Output the line with "Input: one rendered" and every following line to the end of the material, exactly as they appear.
── Dataset excerpts
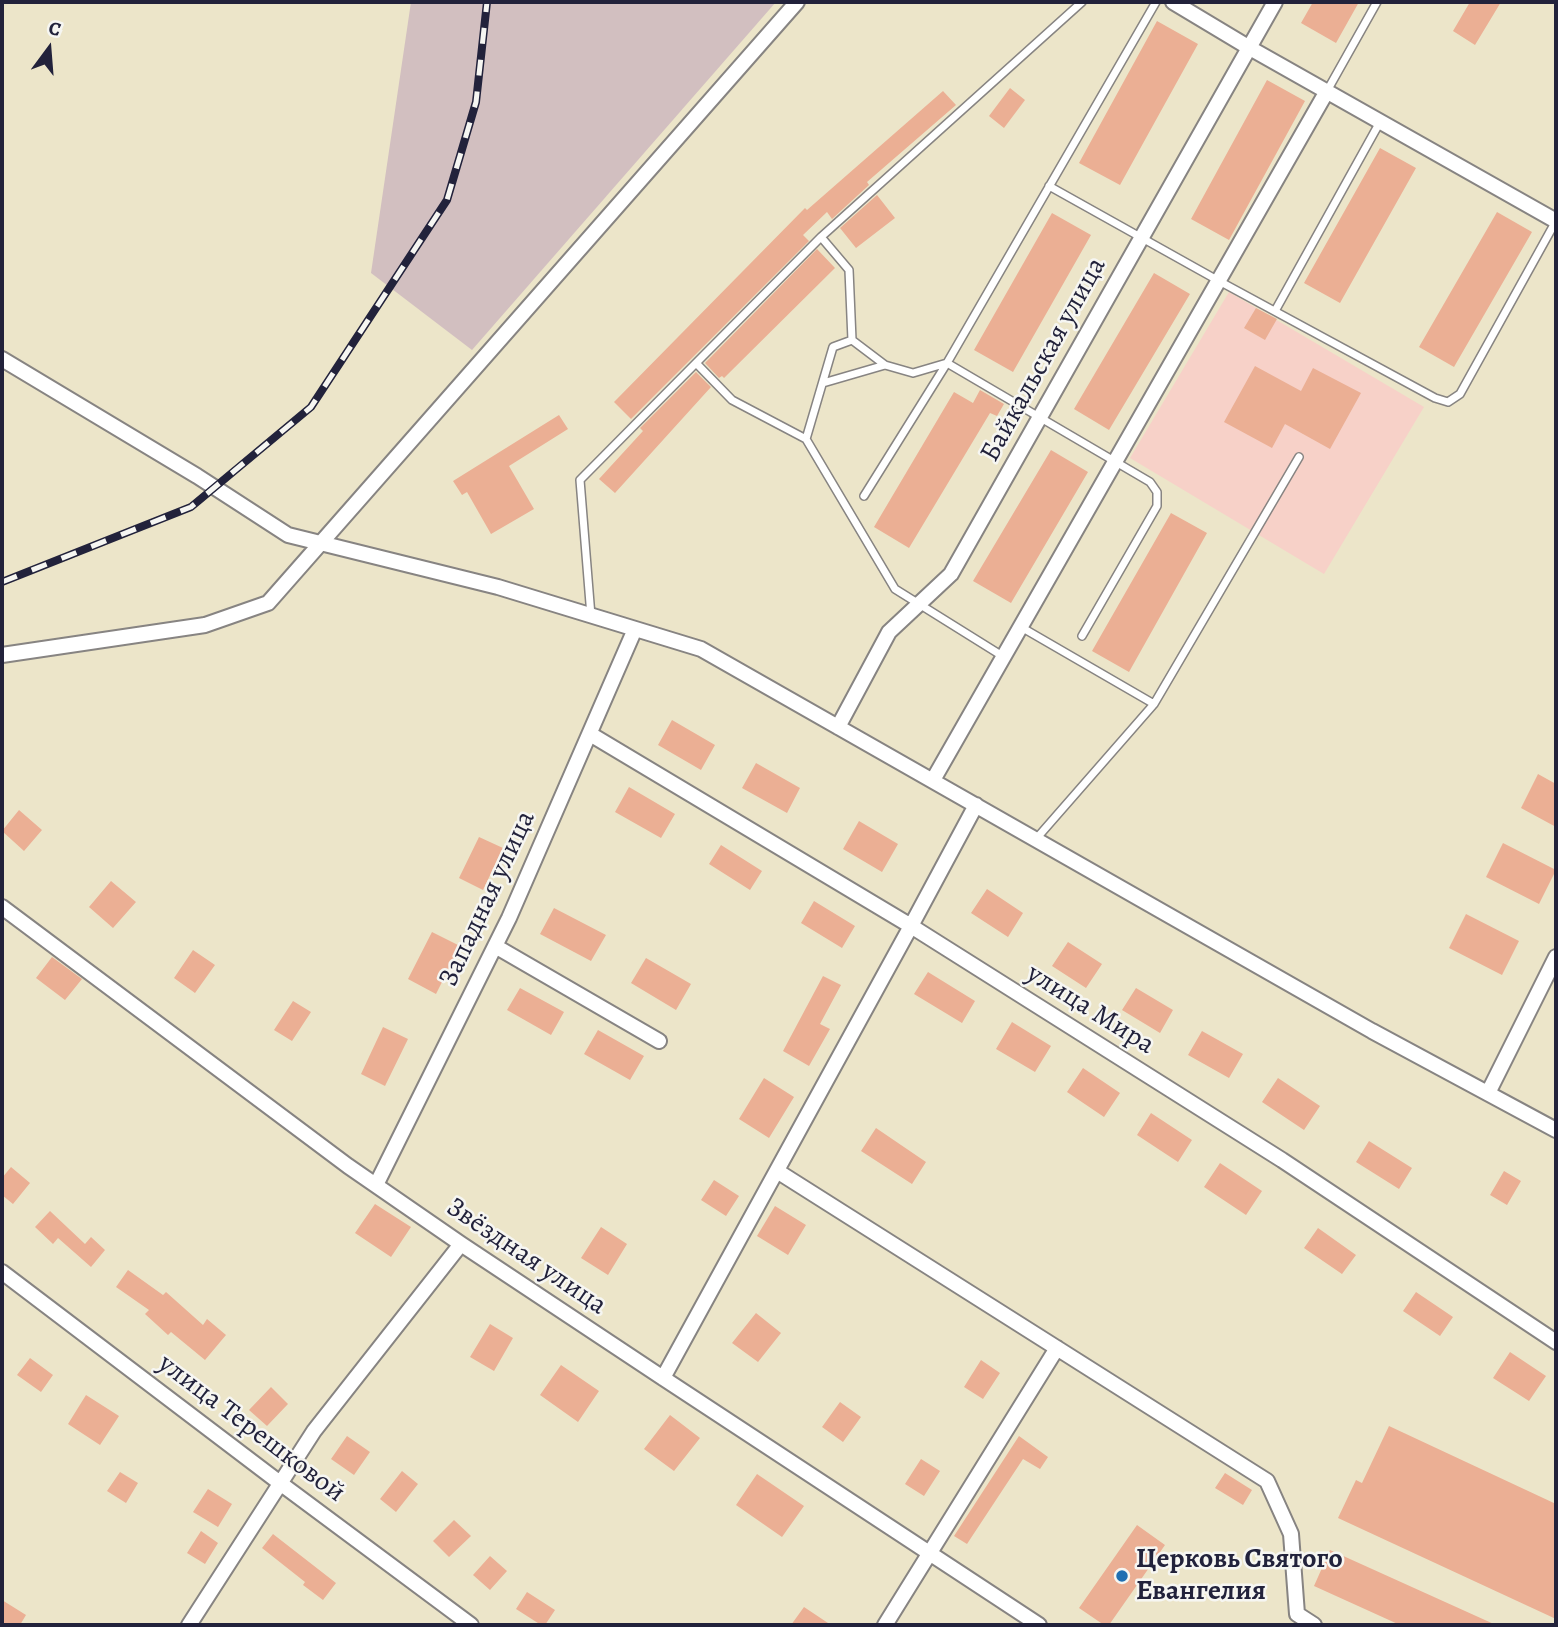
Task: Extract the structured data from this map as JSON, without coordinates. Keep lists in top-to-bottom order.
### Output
{
  "streets": {
    "street": [
      "Байкальская улица",
      "Западная улица",
      "улица Мира",
      "Звёздная улица",
      "улица Терешковой"
    ]
  },
  "crossings": [
    ["Западная улица", "улица Мира"],
    ["Западная улица", "Звёздная улица"]
  ],
  "places": ["Церковь Святого Евангелия"],
  "north": "top"
}
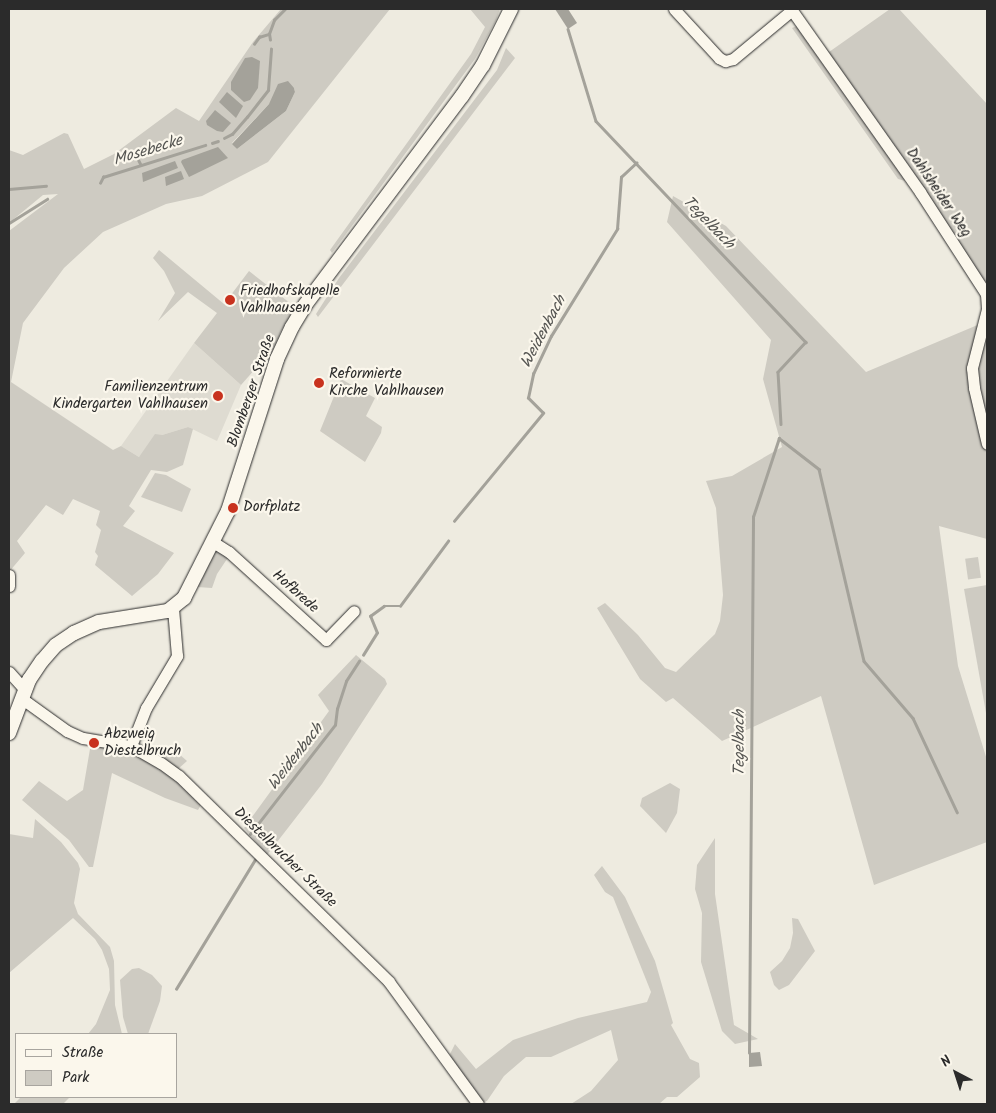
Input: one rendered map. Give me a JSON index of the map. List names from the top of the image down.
{
  "streets": {
    "main road": ["Blomberger Straße"],
    "street": ["Dahlsheider Weg", "Hofbrede", "Diestelbrucher Straße"]
  },
  "crossings": [
    ["Blomberger Straße", "Hofbrede"]
  ],
  "water": ["Mosebecke", "Tegelbach", "Weidenbach"],
  "places": [
    "Friedhofskapelle Vahlhausen",
    "Reformierte Kirche Vahlhausen",
    "Familienzentrum Kindergarten Vahlhausen",
    "Dorfplatz",
    "Abzweig Diestelbruch"
  ],
  "legend": ["Straße", "Park"],
  "north": "top left"
}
────
## Written answer
Input: one rendered map. Give me a JSON index of the map. List names from the top of the image down.
{
  "streets": {
    "main road": ["Blomberger Straße"],
    "street": ["Dahlsheider Weg", "Hofbrede", "Diestelbrucher Straße"]
  },
  "crossings": [
    ["Blomberger Straße", "Hofbrede"]
  ],
  "water": ["Mosebecke", "Tegelbach", "Weidenbach"],
  "places": [
    "Friedhofskapelle Vahlhausen",
    "Reformierte Kirche Vahlhausen",
    "Familienzentrum Kindergarten Vahlhausen",
    "Dorfplatz",
    "Abzweig Diestelbruch"
  ],
  "legend": ["Straße", "Park"],
  "north": "top left"
}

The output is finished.